Two years later, Price and King formed the LPG label, which issued Price’s last hit. What Did You Do With My Love barely scraped the US R&B Top 100. Price then ducked the spotlight until a 1993 tour with Jerry Lee Lewis, Little Richard and Gary US Bonds reawakened his musical drive. “It was the first time I had played in the UK and it was a wonderful experience,” he remembers. “We played Wembley in front of 11,000 people. Little Richard was a riot. Little Eva was on the bill too.”

With his critical stock high again, Kenner City Council honoured the singer by renaming a street Lloyd Price Avenue in 1995. That same year, he received the Pioneer Award from the Rhythm And Blues Foundation. In 1998, he was inducted into the Rock And Roll Hall Of Fame and in 2010, into the Louisiana Music Hall Of Fame. The following year he published his autobiography, The True King Of The Fifties: The Lloyd Price Story; then in 2015, Sumdumhonky, a collection of essays on the African American experience.
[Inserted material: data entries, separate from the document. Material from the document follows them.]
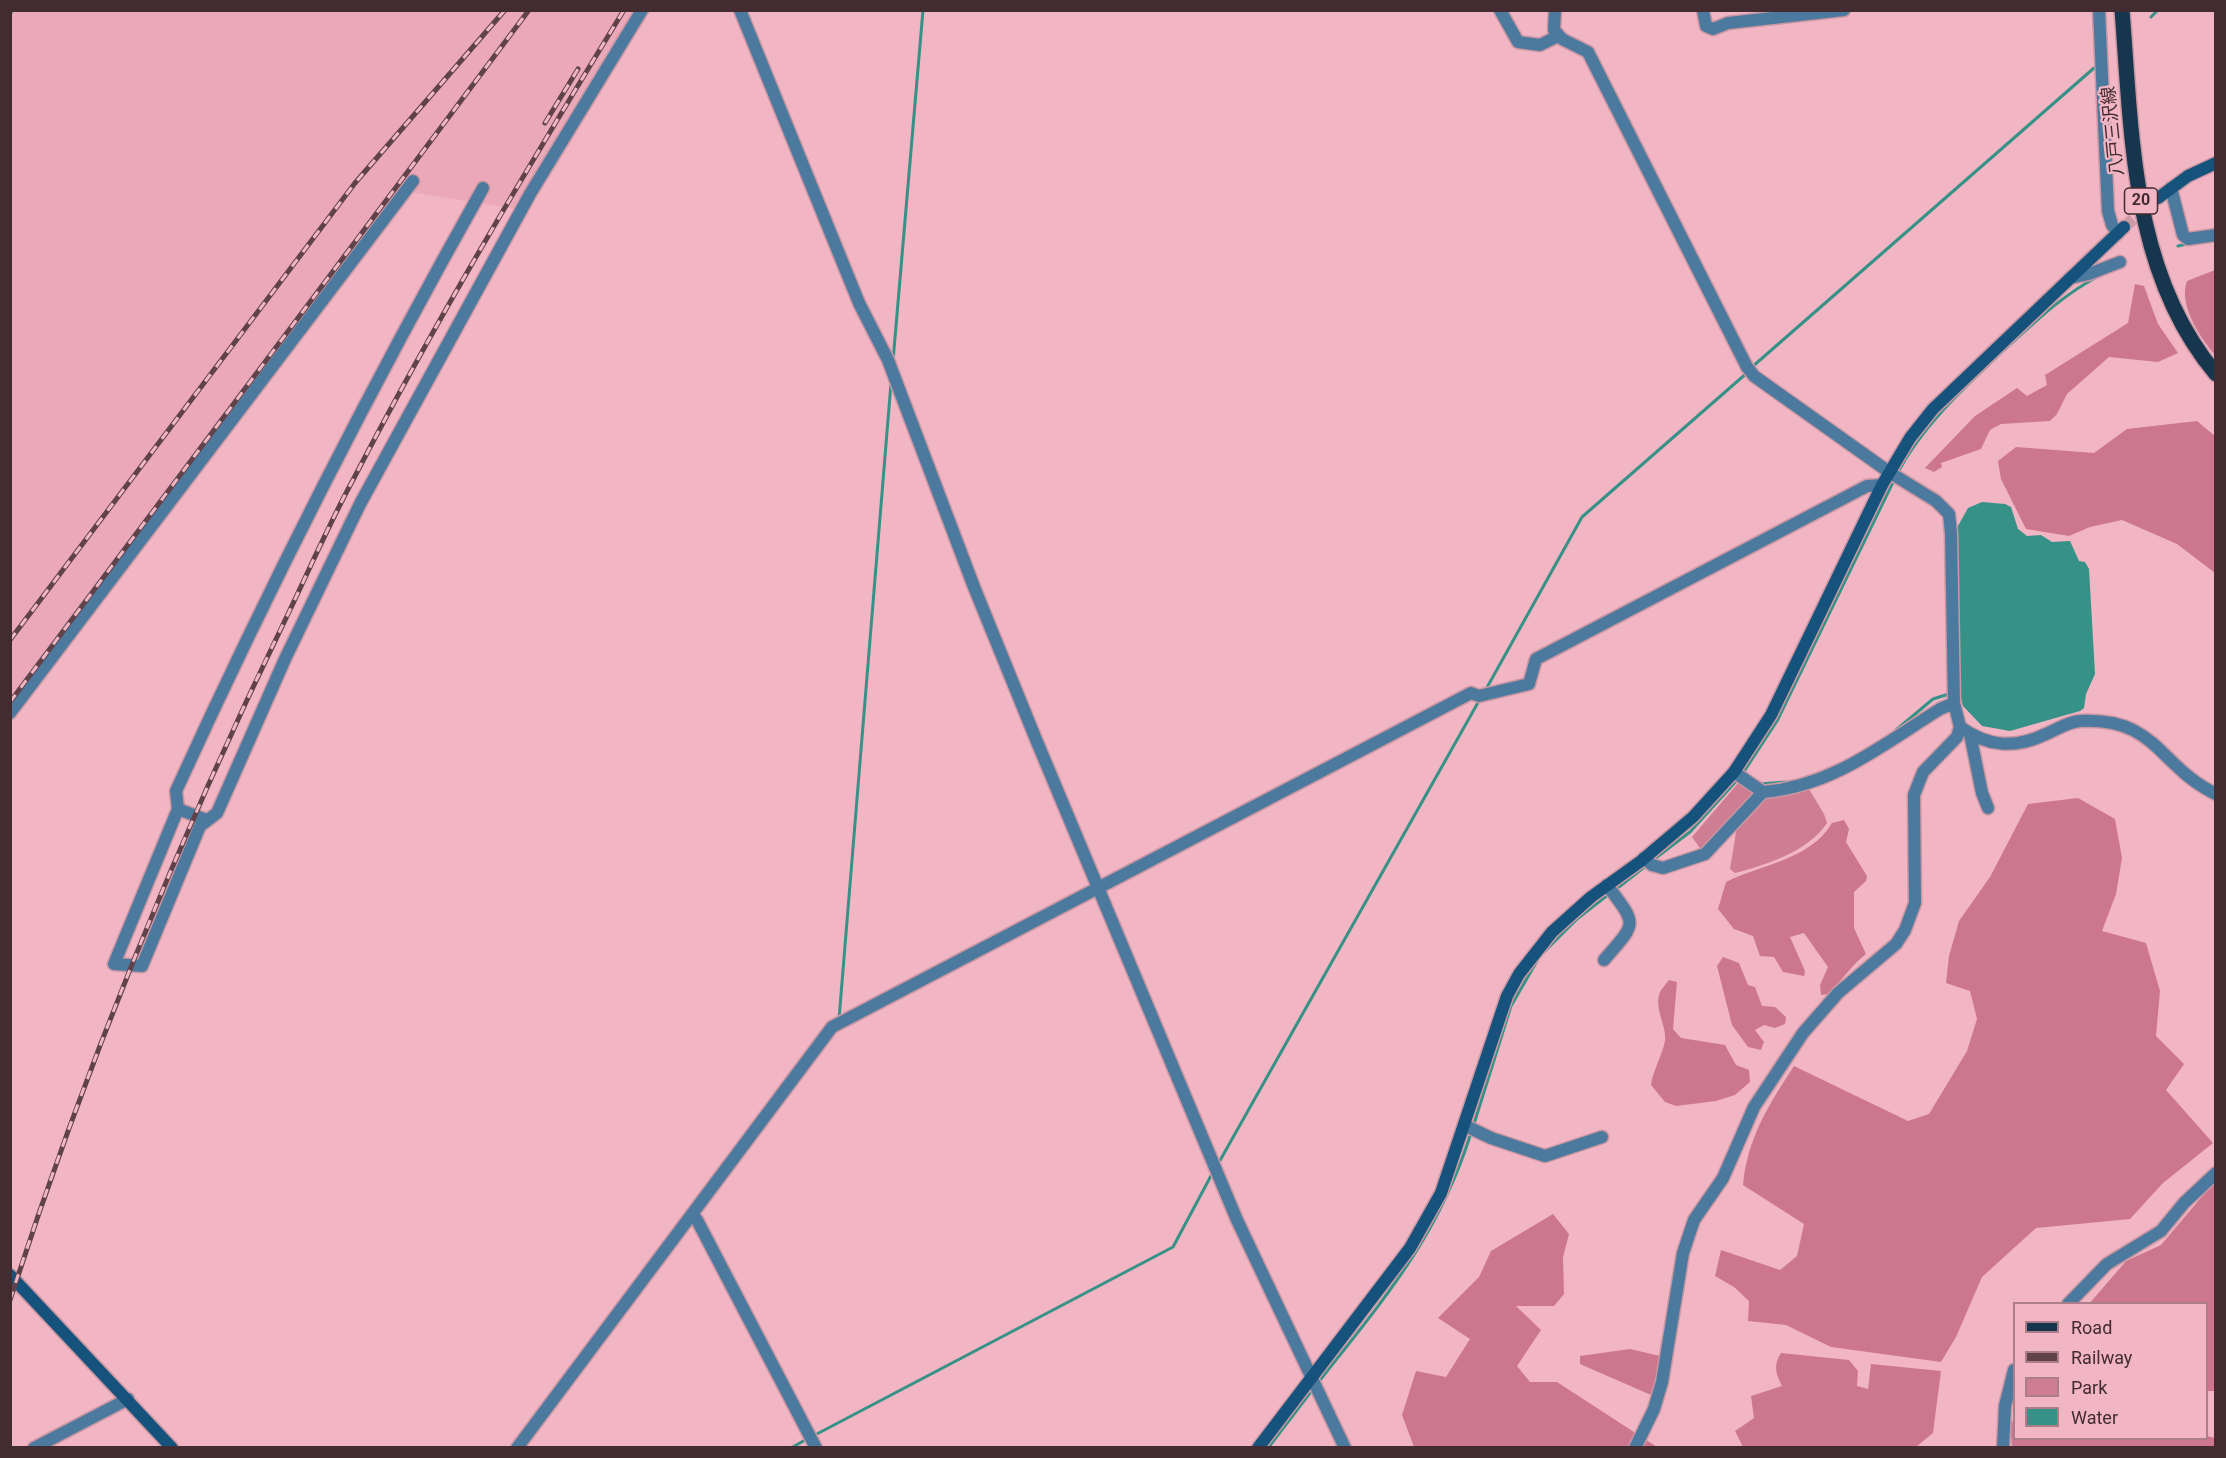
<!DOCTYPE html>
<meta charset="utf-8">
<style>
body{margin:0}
#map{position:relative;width:2226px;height:1458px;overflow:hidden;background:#f1b5c3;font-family:Roboto,sans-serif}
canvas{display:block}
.frame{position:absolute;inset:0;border:12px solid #422b31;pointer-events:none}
.legend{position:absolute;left:2013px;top:1302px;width:195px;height:138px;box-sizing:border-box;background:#f1b5c3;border:2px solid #ab7e89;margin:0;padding:8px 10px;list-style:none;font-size:18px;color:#422b31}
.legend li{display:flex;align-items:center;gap:12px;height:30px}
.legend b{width:30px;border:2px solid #ab7e89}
</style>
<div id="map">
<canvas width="2226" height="1458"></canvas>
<div class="frame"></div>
<ul class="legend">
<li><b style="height:8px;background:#16364e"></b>Road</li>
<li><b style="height:8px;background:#60424a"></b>Railway</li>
<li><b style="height:16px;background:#ce7d92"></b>Park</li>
<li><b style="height:16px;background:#369186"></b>Water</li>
</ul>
</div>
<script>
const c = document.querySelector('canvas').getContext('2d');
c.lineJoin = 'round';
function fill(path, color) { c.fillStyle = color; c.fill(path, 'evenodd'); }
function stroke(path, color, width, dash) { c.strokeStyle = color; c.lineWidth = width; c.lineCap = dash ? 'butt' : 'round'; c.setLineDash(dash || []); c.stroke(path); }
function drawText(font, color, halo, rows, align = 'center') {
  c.font = font + ' Roboto,"Noto Sans JP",sans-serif'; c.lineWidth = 4.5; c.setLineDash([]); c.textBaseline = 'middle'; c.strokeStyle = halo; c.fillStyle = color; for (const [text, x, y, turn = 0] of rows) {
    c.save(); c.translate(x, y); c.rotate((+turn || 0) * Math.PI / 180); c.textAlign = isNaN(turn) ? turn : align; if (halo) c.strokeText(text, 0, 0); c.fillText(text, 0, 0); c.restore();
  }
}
fill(new Path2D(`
 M11,11H634L573,108L518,209L397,190L11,705Z`), '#eba8b8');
fill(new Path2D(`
 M1739,782L1753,794L1702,851L1692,837Z
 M1809,789L1824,814L1827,823C1809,851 1766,865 1735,873L1730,869L1737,826L1764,797Z`), '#ce7d92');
fill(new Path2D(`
 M2215,270V355C2200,337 2178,305 2187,281Z
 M2135,284L2144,286L2158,324L2178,353L2158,362L2109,357L2067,394L2057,414L2050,421L2001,424L1990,430L1981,449L1941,463L1942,467L1934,472L1925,468L1975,416L2017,388L2027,396L2047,385L2045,375L2128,323Z
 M2197,421L2215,436V573L2177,544L2122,520L2090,527L2069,536L2026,529L2001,479L1998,461L2016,447L2094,453L2127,429Z
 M2078,798L2115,819L2122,858L2116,894L2102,931L2146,943L2160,991L2156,1036L2184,1064L2166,1090L2213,1143L2163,1183L2130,1219L2036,1228L1982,1277L1956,1337L1941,1362L1831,1347L1786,1325L1748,1321L1749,1301L1734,1287L1715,1276L1721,1250L1780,1270L1797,1256L1804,1224L1743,1185C1747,1139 1769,1104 1794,1066L1908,1121L1929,1114L1967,1051L1977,1019L1970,991L1946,983L1949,956L1959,921L1990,877L2028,804Z
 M1844,820L1849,829L1846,842L1867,876L1866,881L1854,892V928L1866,954C1851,966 1842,980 1829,994L1821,995L1820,985L1828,967L1804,933L1790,937L1805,971L1804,976L1783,972L1774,957L1760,956L1753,936L1734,929L1718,909L1726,882C1762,864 1810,860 1832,823Z
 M1723,957L1739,963L1748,985L1755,987L1762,1006L1775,1007L1786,1017L1785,1024L1775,1028L1764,1025L1755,1030L1764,1042L1761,1050L1748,1047L1732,1025L1717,966Z
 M1669,980L1677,982L1673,1029L1681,1038L1725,1045L1736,1065L1749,1070L1750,1082L1735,1095L1716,1101L1676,1106L1665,1102L1651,1085C1653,1070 1662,1056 1665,1041C1667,1026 1655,1011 1659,995C1660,990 1666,984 1669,980Z
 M2215,1181V1391H2207L2206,1304H2089L2126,1261L2161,1245Z
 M1553,1214L1569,1234L1563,1257L1564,1294L1554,1306H1516L1541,1330L1517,1366L1530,1382H1557L1657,1447H1414L1402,1415L1416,1371L1446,1377L1470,1339L1438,1318L1479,1277L1491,1251Z
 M1630,1349L1660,1356L1657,1381L1651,1395L1580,1364V1356Z
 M1781,1353L1849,1360L1858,1371L1857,1386L1868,1389L1871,1364L1941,1371L1933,1433L1916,1447H1743L1735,1431L1754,1418L1751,1396L1782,1386C1776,1373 1773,1366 1781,1353Z
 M2010,1421L2014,1422V1438H2206L2207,1436L2215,1438V1447H2012Z`), '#cd778e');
fill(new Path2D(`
 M1982,502L2005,504L2011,507L2018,529L2027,536L2041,535L2052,542L2070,541L2079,561L2085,562L2089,569L2095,674L2086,694L2084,708L2080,711L2010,731L1982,726L1963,706L1959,692L1957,611L1958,526L1968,508Z`), '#369186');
stroke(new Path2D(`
 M10,14L13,10
 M2151,17L2158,10
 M2178,246L2187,244
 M893,361L923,10
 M1752,367L2094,68
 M1898,472C1924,424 1964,388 2003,351C2033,324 2061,296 2097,277
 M1485,691L1582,517L1748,372
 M1896,730L1933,699L1952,693
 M1743,773L1777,721L1895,478
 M1760,784L1786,782
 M1653,860L1690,832L1739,778
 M1615,890L1647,865
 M1545,951L1577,919L1609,894
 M839,1019L891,383
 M1473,1127L1511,1006L1537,961
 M1218,1164L1480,699
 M1317,1384C1383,1300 1438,1238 1471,1133
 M813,1436L1173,1247L1213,1172
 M791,1448L807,1439
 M1268,1448L1313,1389`), '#369186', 3);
stroke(new Path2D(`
 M2124,227L2158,198`), '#ce99a6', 12, [12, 6]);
const street = new Path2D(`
 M740,10L859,303L888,360L974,587L1035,737L1237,1220L1345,1448
 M1500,10L1518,42L1540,45L1558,36
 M1555,10L1554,30L1562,39L1588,52L1747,367L1754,376L1889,472L1936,501L1949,514L1951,533L1954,703L1960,727L1957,737L1923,772L1914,795L1915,903L1905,930L1896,944L1838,993L1803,1033L1754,1107L1723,1178L1694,1220L1683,1253L1662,1382L1654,1409L1635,1448
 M1703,10L1706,26L1713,29L1728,23L1844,10
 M2099,10L2108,211L2112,225L2118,233
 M483,188C372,385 270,585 176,791L178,809L114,964L142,966L200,826L217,813L285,659L360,504L530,194L642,10
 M2171,188L2183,235L2188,239L2216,235
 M2070,278L2089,274L2120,262
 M10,713L413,181
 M1960,727C1988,747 2015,749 2046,734C2058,729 2067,722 2080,721C2157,717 2158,766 2216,794
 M1970,734L1982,793L1988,808
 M1734,772L1763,792C1833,786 1882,745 1940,709L1954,703
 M178,809L207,820
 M1644,858L1652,865L1663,868L1705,854L1763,792
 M1604,960C1637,922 1638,926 1607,885
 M1464,1125L1491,1138L1545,1156L1602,1137
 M692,1214L697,1220L816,1448
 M2068,1304L2107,1264L2161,1231L2184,1203L2216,1173
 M34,1448L128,1399
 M517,1448L832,1027L1471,693L1479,696L1529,684L1536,659L1867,486L1882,485
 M2003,1448L2005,1406L2014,1370`);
const secondary = new Path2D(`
 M2158,198L2188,176L2216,163
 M10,1275L172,1448
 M1258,1448L1410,1248L1441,1193L1507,996L1519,974L1552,932L1591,897L1641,861L1693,817L1734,772L1771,715L1882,485L1910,438L1933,409L2124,227`);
const primary = new Path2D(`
 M2122,10C2132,135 2131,273 2216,374`);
stroke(street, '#ca97a3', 15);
stroke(secondary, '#ca97a3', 15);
stroke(primary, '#ca97a3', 18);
stroke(street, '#4c7a9f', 12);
stroke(secondary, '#15527c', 12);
stroke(primary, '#16364e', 15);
const rail = new Path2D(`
 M545,123L578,69
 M10,640L355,183L505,10
 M10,702L529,10
 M10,1300C86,1065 180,836 288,614C310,568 330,522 354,478C437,318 530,164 624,10`);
stroke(rail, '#60424a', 5);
stroke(rail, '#f1b5c3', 3, [9]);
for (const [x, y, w] of [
 [2141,201,33]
]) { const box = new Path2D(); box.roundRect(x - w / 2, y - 13, w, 26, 4.5); c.fillStyle = '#f1b5c3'; c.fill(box); stroke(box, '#422b31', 1.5); }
drawText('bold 16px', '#422b31', null, [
 ["20",2141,201]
]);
drawText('18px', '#422b31', '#f1b5c3', [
 ["八戸三沢線",2114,131,-96]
]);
</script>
“The motivation for writing Sumdumhonky was because after all these years I’m really not seeing that much change since the arrival of Lawdy Miss Clawdy,” he says. “In fact, sometimes I think it’s getting worse. And there’s got to be change because we’re really not that different and we’ve really got to start getting along.”

His musical Lawdy Miss Clawdy, co-written with producer Phil Ramone, and driven by the same cause, is due to premiere later this year.

“The script is done, Paul Shaffer is our musical director, we’re rehearsing for 30 days and then we’re ready to go. It’s telling the story of the youth from 1952 to the present day and the role Lawdy Miss Clawdy played in it. As with Sumdumhonky, I’m just hoping it will bring about some form of change. It would be great if it did.”